===== DATA LISTING =====

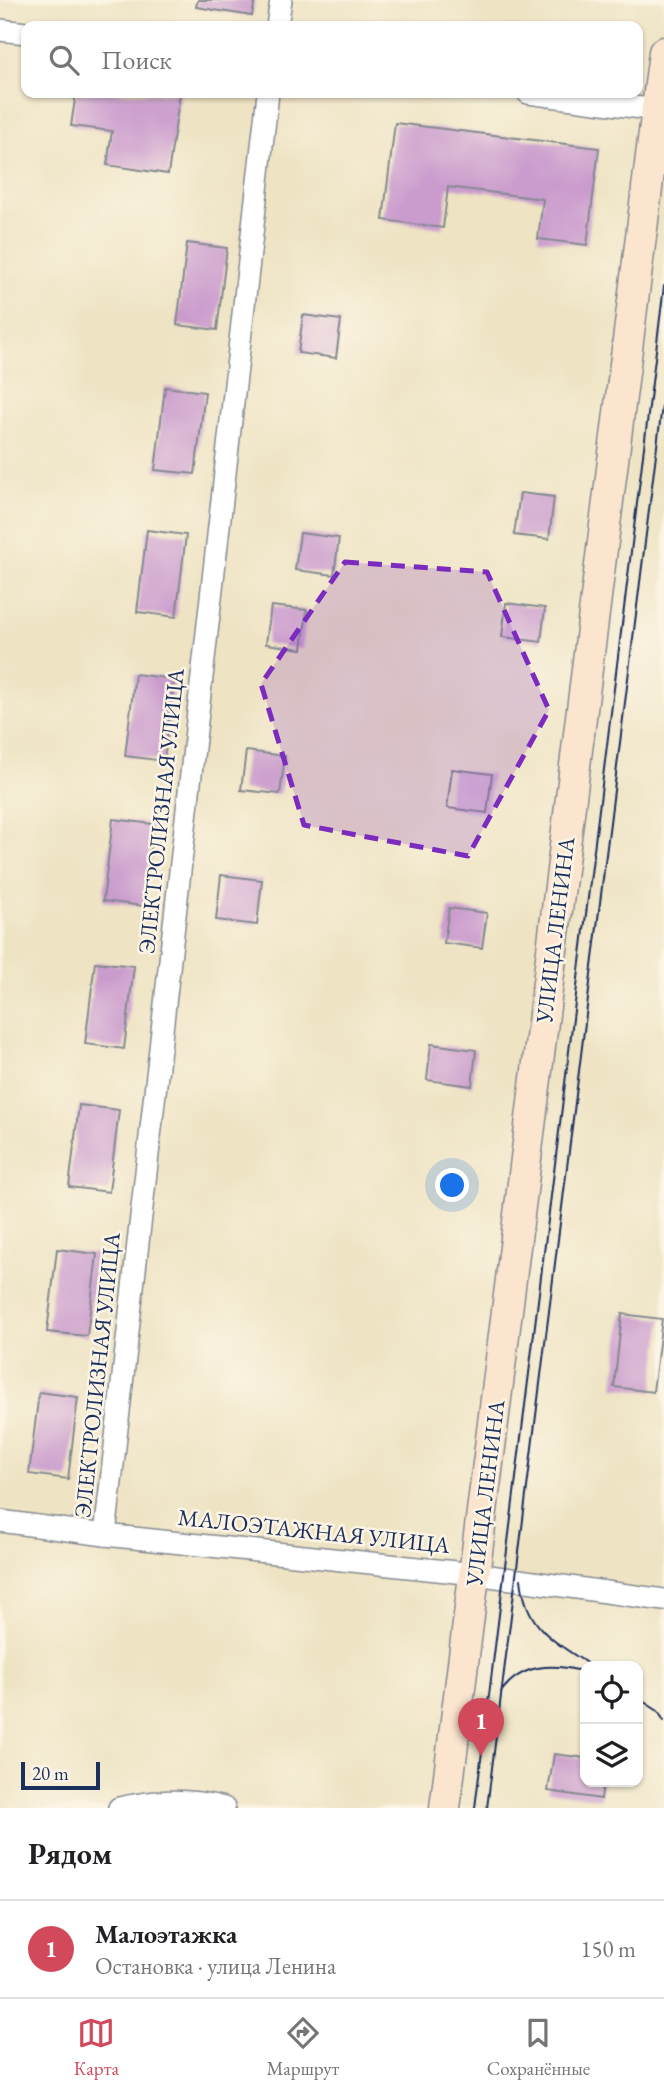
<!DOCTYPE html>
<html lang="ru">
<head>
<meta charset="utf-8">
<style>
	:root { --surface:#fff; --page:#f6f6f6; --text:#202124; --muted:#757577; --line:#e0e0e0; --accent:#d1495b }
	body { margin:0; font-family:"EB Garamond",serif; background:var(--page); color:var(--text) }
	.controls { position:absolute; right:21px; bottom:21px; display:grid; overflow:hidden; border-radius:14px; box-shadow:0 2px 5px #0004 }
	.controls button { width:63px; height:63px; display:grid; place-items:center; padding:0; border:0; border-bottom:2px solid var(--line); background:var(--surface); color:var(--text); font:35px sans-serif }
	.scale { position:absolute; left:21px; bottom:18px; width:79px; box-sizing:border-box; padding-left:7px; border:4px solid #1b2f5e; border-top:0; font-size:19px; line-height:24px; white-space:nowrap; color:#1b2f5e; -webkit-text-stroke:5px #fcf5e5; paint-order:stroke }
	.you { position:absolute; left:453px; top:1186px; width:24px; height:24px; margin:-18px; border:5px solid #fff; border-radius:50%; background:#1a73e8; box-shadow:0 0 0 10px #1a73e833 }
	.badge { display:grid; place-items:center; width:46px; height:46px; border-radius:50%; background:var(--accent); color:#fff; font-size:23px; font-weight:700 }
	.pin { position:absolute; translate:-50% -58px; filter:drop-shadow(0 2px 4px #0008) }
	.pin::after { content:''; position:absolute; top:37px; width:24px; height:21px; background:inherit; clip-path:polygon(0 0,100% 0,50% 100%) }
	.list { margin:0; padding:0; list-style:none }
	h2 { display:flex; justify-content:space-between; align-items:center; height:91px; margin:0; padding:0 28px; font-size:30px }
	h2 small { font-size:23px; font-weight:400; color:var(--muted) }
	.list li { display:grid; grid-template-columns:46px 1fr auto; gap:21px; align-items:center; box-sizing:border-box; height:98px; padding:0 28px; border-top:2px solid var(--line) }
	.list b { display:block; font-size:26px; white-space:nowrap }
	.list p { margin:0; font-size:23px; white-space:nowrap; color:var(--muted) }
	.list em { font-size:23px; font-style:normal; color:var(--muted) }
	.icon { flex:none; width:38px; height:38px; fill:none; stroke:currentColor; stroke-width:2; stroke-linecap:round; stroke-linejoin:round }
	.map { position:relative; flex:none; width:664px; height:1808px; overflow:hidden }
	.search { position:absolute; background:var(--surface); box-shadow:0 2px 5px #0004; left:21px; right:21px; top:21px; height:77px; display:flex; align-items:center; gap:18px; box-sizing:border-box; padding:0 24px; border-radius:14px; color:var(--muted); font-size:26px }
	.sheet { height:189px; background:var(--surface) }
	nav { display:flex; justify-content:space-around; align-items:center; box-sizing:border-box; height:98px; border-top:2px solid var(--line); background:var(--surface); font-size:19px; color:var(--muted) }
	nav a { display:grid; justify-items:center; gap:4px }
	nav .on { color:var(--accent) }
	.map>svg:first-child { display:block }
	.building { fill:#ca9bcd }
	.lines { fill:none; stroke-linecap:round; stroke-linejoin:round }
	.minor-casing { stroke:#848990; stroke-width:24 }
	.secondary-casing { stroke:#848990; stroke-width:33 }
	.minor { stroke:#fff; stroke-width:21 }
	.secondary { stroke:#fbe5cf; stroke-width:30 }
	.tram { stroke:#1b2f5e; stroke-width:2 }
	.marked { fill:#7b2cbf; fill-opacity:0.2; stroke:#7b2cbf; stroke-width:5; stroke-dasharray:14 9; stroke-linejoin:round }
	.labels { text-anchor:middle; stroke-width:5; stroke-linejoin:round; paint-order:stroke }
	.street-label { font-size:23px; fill:#1b2f5e; stroke:#fcf5e5 }
</style>
</head>
<body>
<div class="map">
<svg width="664" height="1808" viewBox="0 0 664 1808">
	<rect width="100%" height="100%" fill="#fcf5e5"/>
	<filter id="ink" filterUnits="userSpaceOnUse"><feTurbulence type="fractalNoise" baseFrequency=".0143" numOctaves="2"/><feDisplacementMap in="SourceGraphic" scale="14" xChannelSelector="R" yChannelSelector="G"/><feConvolveMatrix kernelMatrix="1 2 1 2 8 2 1 2 1" color-interpolation-filters="sRGB"/></filter>
	<filter id="wash" filterUnits="userSpaceOnUse"><feTurbulence type="fractalNoise" baseFrequency=".00686" numOctaves="4" result="noise"/><feDisplacementMap in="SourceGraphic" scale="28" xChannelSelector="R" yChannelSelector="G"/><feGaussianBlur stdDeviation="1.57" result="paint"/><feColorMatrix in="noise" values="0 0 0 0 0 0 0 0 0 0 0 0 0 0 0 0 0 1.4 0 .05"/><feComposite in="paint" operator="in"/></filter>
	<g filter="url(#wash)">
		<rect width="100%" height="100%" fill="#eee3c3"/>
		<g id="blocks">
			<g class="building">
				<path d="M 198,0 L 255,0 L 252,16 L 196,7 Z"/>
				<path d="M 76,93 L 180,94 L 168,174 L 107,165 L 112,131 L 71,126 Z"/>
				<path d="M 395,123 L 599,148 L 587,245 L 538,239 L 543,199 L 448,187 L 443,228 L 383,220 Z"/>
				<path d="M 187,243 L 227,248 L 217,330 L 177,325 Z"/>
				<path d="M 303,315 L 341,320 L 336,358 L 298,353 Z"/>
				<path d="M 165,387 L 205,392 L 195,474 L 155,470 Z"/>
				<path d="M 520,493 L 554,497 L 549,539 L 514,535 Z"/>
				<path d="M 147,530 L 186,535 L 176,617 L 137,612 Z"/>
				<path d="M 300,533 L 339,538 L 334,575 L 295,570 Z"/>
				<path d="M 506,603 L 545,608 L 541,642 L 502,637 Z"/>
				<path d="M 271,606 L 307,610 L 302,649 L 266,644 Z"/>
				<path d="M 135,674 L 174,679 L 164,761 L 125,756 Z"/>
				<path d="M 246,751 L 285,756 L 280,794 L 241,790 Z"/>
				<path d="M 452,769 L 492,774 L 487,813 L 447,808 Z"/>
				<path d="M 113,819 L 153,824 L 143,906 L 103,901 Z"/>
				<path d="M 221,875 L 262,880 L 257,925 L 216,920 Z"/>
				<path d="M 449,908 L 487,913 L 482,948 L 444,943 Z"/>
				<path d="M 95,962 L 134,966 L 124,1049 L 85,1044 Z"/>
				<path d="M 431,1044 L 476,1050 L 472,1086 L 427,1080 Z"/>
				<path d="M 79,1105 L 119,1110 L 109,1192 L 69,1187 Z"/>
				<path d="M 57,1249 L 97,1254 L 87,1336 L 47,1332 Z"/>
				<path d="M 622,1314 L 662,1319 L 653,1392 L 614,1387 Z"/>
				<path d="M 39,1392 L 78,1397 L 68,1479 L 29,1474 Z"/>
				<path d="M 554,1754 L 585,1758 L 585,1782 L 603,1782 L 601,1799 L 548,1791 Z"/>
			</g>
		</g>
	</g>
	<g filter="url(#ink)">
		<use href="#blocks" fill-opacity="0" stroke="#848990" stroke-width="2"/>
		<g class="lines">
			<defs>
				<g id="minor">
					<path d="M 277,26 L 281,0"/>
					<path d="M 0,30 L 26,33"/>
					<path d="M 528,93 L 664,111"/>
					<path d="M 0,1521 L 105,1535 L 475,1574 L 664,1600"/>
					<path d="M 105,1535 L 268,93"/>
					<path d="M 119,1808 C 155,1800 187,1798 224,1808"/>
				</g>
				<path id="secondary" d="M 445,1808 L 664,52"/>
			</defs>
			<use href="#minor" class="minor-casing"/>
			<use href="#secondary" class="secondary-casing"/>
			<use href="#minor" class="minor"/>
			<use href="#secondary" class="secondary"/>
			<g class="tram">
				<path d="M 521,1579 C 526,1629 553,1640 591,1666"/>
				<path d="M 501,1692 C 522,1663 553,1663 585,1672"/>
				<path d="M 638,1698 L 658,1711 L 664,1721"/>
				<path d="M 475,1808 L 664,286"/>
				<path d="M 487,1808 L 664,390"/>
			</g>
		</g>
	</g>
	<path class="marked" d="M 345,562 L 487,572 L 549,710 L 468,856 L 304,825 L 261,684 Z"/>
	<g class="labels">
		<g class="street-label">
			<text transform="translate(161 811) rotate(-84)" y="8">ЭЛЕКТРОЛИЗНАЯ УЛИЦА</text>
			<text transform="translate(555 930) rotate(-83)" y="8">УЛИЦА ЛЕНИНА</text>
			<text transform="translate(97 1375) rotate(-84)" y="8">ЭЛЕКТРОЛИЗНАЯ УЛИЦА</text>
			<text transform="translate(485 1493) rotate(-83)" y="8">УЛИЦА ЛЕНИНА</text>
			<text transform="translate(314 1531) rotate(6)" y="8">МАЛОЭТАЖНАЯ УЛИЦА</text>
		</g>
	</g>
</svg>
<div class="controls">
<button><svg class="icon" aria-label="locate" viewBox="0 0 24 24"><circle cx="12" cy="12" r="6"/><path d="M12 2v4M12 18v4M2 12h4M18 12h4"/></svg></button>
<button><svg class="icon" aria-label="layers" viewBox="0 0 24 24"><path d="M12 4l9 5-9 5-9-5zM3 14l9 5 9-5"/></svg></button>
</div>
<div class="scale">20 m</div>
<div class="you"></div>
<div class="pin badge" style="left:481px;top:1756px">1</div>
<div class="search"><svg class="icon" aria-label="search" viewBox="0 0 24 24"><circle cx="10" cy="10" r="6"/><path d="M15 15l6 6"/></svg>Поиск</div>
</div>
<section class="sheet">
<h2>Рядом<small></small></h2>
<ul class="list">
<li><span class="badge">1</span><div><b>Малоэтажка</b><p>Остановка · улица Ленина</p></div><em>150 m</em></li>
</ul>
</section>
<nav>
<a class="on"><svg class="icon" aria-label="map" viewBox="0 0 24 24"><path d="M3 6l6-2 6 2 6-2v14l-6 2-6-2-6 2zM9 4v14M15 6v14"/></svg>Карта</a>
<a><svg class="icon" aria-label="directions" viewBox="0 0 24 24"><path d="M12 3l9 9-9 9-9-9zM9 14v-3h6M13 9l2 2-2 2"/></svg>Маршрут</a>
<a><svg class="icon" aria-label="saved" viewBox="0 0 24 24"><path d="M7 4h10v16l-5-4-5 4z"/></svg>Сохранённые</a>
</nav>
</body>
</html>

=====

> [YOUR TASK]: Set down again, word for word, the stretch of records from the line with "font-size:23px; font-style:normal; color:var(--muted)" to the line with "fill:#7b2cbf; fill-opacity:0.2; stroke:#7b2cbf;", both of those lines included.

> [COMPLETED EXERCISE]:
	.list em { font-size:23px; font-style:normal; color:var(--muted) }
	.icon { flex:none; width:38px; height:38px; fill:none; stroke:currentColor; stroke-width:2; stroke-linecap:round; stroke-linejoin:round }
	.map { position:relative; flex:none; width:664px; height:1808px; overflow:hidden }
	.search { position:absolute; background:var(--surface); box-shadow:0 2px 5px #0004; left:21px; right:21px; top:21px; height:77px; display:flex; align-items:center; gap:18px; box-sizing:border-box; padding:0 24px; border-radius:14px; color:var(--muted); font-size:26px }
	.sheet { height:189px; background:var(--surface) }
	nav { display:flex; justify-content:space-around; align-items:center; box-sizing:border-box; height:98px; border-top:2px solid var(--line); background:var(--surface); font-size:19px; color:var(--muted) }
	nav a { display:grid; justify-items:center; gap:4px }
	nav .on { color:var(--accent) }
	.map>svg:first-child { display:block }
	.building { fill:#ca9bcd }
	.lines { fill:none; stroke-linecap:round; stroke-linejoin:round }
	.minor-casing { stroke:#848990; stroke-width:24 }
	.secondary-casing { stroke:#848990; stroke-width:33 }
	.minor { stroke:#fff; stroke-width:21 }
	.secondary { stroke:#fbe5cf; stroke-width:30 }
	.tram { stroke:#1b2f5e; stroke-width:2 }
	.marked { fill:#7b2cbf; fill-opacity:0.2; stroke:#7b2cbf; stroke-width:5; stroke-dasharray:14 9; stroke-linejoin:round }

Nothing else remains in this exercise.